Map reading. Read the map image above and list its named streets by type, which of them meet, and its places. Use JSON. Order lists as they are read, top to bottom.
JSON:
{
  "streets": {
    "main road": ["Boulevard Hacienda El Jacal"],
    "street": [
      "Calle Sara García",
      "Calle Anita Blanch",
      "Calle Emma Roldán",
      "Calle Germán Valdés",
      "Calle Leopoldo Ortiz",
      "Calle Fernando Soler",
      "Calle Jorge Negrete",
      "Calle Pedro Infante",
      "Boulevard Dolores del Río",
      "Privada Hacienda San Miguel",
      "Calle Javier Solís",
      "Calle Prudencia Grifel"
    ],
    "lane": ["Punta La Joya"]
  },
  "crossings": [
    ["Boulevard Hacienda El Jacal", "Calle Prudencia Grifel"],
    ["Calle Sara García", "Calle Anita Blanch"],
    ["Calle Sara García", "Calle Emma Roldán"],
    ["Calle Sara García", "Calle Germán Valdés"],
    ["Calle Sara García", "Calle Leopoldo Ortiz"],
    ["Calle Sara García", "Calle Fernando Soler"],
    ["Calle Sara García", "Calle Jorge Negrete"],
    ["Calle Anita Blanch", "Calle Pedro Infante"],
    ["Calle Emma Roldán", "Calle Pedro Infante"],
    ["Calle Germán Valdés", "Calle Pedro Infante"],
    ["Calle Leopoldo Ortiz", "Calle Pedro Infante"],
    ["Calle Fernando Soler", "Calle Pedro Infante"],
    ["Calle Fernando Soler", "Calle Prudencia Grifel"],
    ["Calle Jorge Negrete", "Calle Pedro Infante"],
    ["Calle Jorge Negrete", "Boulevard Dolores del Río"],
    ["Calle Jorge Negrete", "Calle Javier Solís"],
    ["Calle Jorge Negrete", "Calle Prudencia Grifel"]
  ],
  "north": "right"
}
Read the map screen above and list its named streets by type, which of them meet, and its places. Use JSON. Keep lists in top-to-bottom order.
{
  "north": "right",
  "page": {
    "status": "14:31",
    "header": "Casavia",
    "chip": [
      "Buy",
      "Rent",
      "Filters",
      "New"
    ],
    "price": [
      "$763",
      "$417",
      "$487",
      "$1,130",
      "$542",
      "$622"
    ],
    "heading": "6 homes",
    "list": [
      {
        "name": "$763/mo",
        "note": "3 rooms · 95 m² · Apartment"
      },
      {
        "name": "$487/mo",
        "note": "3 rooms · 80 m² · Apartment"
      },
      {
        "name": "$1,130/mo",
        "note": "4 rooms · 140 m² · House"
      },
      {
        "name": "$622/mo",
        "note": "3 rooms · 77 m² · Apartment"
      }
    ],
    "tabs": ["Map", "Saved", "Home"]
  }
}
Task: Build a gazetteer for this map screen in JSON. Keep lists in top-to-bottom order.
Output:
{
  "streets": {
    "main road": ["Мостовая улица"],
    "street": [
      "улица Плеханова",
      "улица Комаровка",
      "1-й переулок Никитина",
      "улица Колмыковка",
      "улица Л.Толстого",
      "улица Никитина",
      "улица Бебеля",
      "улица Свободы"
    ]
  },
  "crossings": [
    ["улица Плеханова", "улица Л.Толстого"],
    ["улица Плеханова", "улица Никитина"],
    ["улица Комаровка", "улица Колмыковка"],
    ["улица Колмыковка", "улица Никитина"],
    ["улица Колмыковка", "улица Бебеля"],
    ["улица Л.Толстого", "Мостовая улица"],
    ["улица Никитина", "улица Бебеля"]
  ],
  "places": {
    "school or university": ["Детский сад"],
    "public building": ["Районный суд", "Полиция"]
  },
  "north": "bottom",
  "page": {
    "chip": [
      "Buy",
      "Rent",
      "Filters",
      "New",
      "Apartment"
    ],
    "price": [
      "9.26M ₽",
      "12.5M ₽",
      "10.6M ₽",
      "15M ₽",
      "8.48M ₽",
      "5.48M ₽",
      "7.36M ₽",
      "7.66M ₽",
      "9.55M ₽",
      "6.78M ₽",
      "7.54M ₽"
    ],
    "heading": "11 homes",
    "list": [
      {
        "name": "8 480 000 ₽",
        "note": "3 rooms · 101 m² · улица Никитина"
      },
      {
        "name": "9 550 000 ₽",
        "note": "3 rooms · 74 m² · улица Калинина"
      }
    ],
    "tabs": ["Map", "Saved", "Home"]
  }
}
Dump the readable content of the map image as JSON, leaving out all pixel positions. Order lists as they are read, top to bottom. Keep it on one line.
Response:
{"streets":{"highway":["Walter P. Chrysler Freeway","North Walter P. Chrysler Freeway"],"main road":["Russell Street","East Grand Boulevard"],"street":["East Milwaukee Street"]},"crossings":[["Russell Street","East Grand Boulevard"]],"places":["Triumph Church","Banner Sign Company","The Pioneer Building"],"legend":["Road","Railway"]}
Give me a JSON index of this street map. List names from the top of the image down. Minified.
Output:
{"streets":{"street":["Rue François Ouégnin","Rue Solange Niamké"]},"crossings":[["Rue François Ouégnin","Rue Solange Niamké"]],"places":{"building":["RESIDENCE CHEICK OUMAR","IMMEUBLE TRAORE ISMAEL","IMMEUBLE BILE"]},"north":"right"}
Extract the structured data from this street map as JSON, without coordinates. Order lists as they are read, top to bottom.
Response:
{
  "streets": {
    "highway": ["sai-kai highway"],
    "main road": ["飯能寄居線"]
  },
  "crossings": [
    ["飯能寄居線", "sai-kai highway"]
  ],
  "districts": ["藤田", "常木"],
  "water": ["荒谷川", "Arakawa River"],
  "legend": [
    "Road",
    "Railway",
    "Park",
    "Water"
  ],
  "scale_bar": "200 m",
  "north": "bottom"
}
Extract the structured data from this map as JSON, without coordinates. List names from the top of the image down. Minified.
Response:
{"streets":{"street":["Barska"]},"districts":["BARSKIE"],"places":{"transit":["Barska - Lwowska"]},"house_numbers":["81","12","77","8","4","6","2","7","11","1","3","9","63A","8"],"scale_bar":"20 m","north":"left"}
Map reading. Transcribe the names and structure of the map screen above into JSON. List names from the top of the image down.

> _What needs to be done_:
Return all lines from the entries that contain the string "Minified".

> _Solution below_:
Give me a JSON index of this street map. List names from the top of the image down. Minified.
Extract the structured data from this map as JSON, without coordinates. List names from the top of the image down. Minified.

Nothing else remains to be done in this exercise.